# Gentle introduction to Ray datasets APIs

© 2019-2022, Anyscale. All Rights Reserved

### Learning objectives

In this introductory tutorial you will learn to:
 * create, transform, read, and save Ray datasets
 * use shards for parallel processing of large datasets
 * understand datapipelines and their merits
 * use `DatasetPipeline` for last-mile ML ingestion for distributed training
 * why use datasets and for what

### Overview

This is a brief and gentle introduction to Ray's native library `ray dataset`. As a native Ray library, built atop Ray, it allows you to exchange data among Ray tasks, actors, libraries, and applications. 

Ray Datasets, using distributed Apache Arrow, are designed to load and preprocess data for distributed ML training pipelines. Compared to other loading solutions, Datasets are more flexible (e.g., you can express higher-quality per-epoch global shuffles) and provides higher overall performance.
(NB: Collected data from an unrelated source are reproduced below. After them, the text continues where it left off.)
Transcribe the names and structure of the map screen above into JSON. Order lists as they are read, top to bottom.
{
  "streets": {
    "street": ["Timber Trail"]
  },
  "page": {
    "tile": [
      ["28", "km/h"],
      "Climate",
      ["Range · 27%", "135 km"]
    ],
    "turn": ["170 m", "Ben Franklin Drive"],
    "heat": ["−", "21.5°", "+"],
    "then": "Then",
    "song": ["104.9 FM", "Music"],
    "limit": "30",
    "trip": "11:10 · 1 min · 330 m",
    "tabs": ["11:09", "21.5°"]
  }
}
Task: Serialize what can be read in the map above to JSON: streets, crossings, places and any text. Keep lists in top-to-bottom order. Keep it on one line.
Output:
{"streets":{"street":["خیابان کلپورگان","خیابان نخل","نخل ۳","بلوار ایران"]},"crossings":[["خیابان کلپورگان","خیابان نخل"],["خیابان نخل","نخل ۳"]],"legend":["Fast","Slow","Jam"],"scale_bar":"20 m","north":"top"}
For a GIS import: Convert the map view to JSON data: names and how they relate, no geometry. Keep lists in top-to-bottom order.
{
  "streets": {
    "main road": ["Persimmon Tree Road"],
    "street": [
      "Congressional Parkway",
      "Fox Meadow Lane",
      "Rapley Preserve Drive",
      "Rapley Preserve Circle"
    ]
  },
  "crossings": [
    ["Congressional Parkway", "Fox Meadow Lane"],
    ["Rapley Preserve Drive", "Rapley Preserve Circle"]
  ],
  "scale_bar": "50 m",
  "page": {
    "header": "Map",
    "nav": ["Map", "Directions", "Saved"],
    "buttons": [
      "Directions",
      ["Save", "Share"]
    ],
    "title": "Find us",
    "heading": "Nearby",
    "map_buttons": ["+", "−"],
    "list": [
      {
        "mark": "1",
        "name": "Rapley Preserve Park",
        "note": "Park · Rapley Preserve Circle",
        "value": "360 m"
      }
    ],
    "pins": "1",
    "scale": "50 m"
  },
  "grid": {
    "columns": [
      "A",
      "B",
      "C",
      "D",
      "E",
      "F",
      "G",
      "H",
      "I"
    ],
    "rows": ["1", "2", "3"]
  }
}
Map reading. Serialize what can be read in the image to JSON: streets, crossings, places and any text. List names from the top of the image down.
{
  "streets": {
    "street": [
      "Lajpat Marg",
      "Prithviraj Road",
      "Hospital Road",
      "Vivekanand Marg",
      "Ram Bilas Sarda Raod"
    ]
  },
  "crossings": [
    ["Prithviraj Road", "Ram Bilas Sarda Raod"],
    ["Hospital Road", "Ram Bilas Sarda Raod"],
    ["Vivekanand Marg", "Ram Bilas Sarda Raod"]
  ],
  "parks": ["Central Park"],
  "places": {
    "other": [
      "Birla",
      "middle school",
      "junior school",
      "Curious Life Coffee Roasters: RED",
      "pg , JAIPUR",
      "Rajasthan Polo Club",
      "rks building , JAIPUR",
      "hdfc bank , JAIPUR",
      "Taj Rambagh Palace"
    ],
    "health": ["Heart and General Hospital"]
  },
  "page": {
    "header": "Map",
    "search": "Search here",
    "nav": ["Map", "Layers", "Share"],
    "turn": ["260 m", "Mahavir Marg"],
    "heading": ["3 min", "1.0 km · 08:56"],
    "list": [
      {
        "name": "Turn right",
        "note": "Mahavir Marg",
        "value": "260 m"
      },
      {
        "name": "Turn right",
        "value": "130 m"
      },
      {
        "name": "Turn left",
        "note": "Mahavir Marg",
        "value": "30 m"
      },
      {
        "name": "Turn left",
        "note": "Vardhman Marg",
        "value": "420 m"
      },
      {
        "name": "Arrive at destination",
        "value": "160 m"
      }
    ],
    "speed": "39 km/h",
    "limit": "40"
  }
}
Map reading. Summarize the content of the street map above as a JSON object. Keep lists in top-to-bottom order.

Additionally, Ray datasets provides standard transformations like `map`, `filter`, and `partition`. Ray datasets is *not* a replacement for a full-fledged data processing library for EDA, ETL or a subsitute for Apache Spark or Dask or Pandas DataFrames. Its primary objective is the last-mile rudimentary distributed data preprocessing and data ingestion for ML training.

Supporting myriad [file formats and data sources](https://docs.ray.io/en/latest/data/dataset.html#datasource-compatibility), you can read from and write to local FS and cloud storage.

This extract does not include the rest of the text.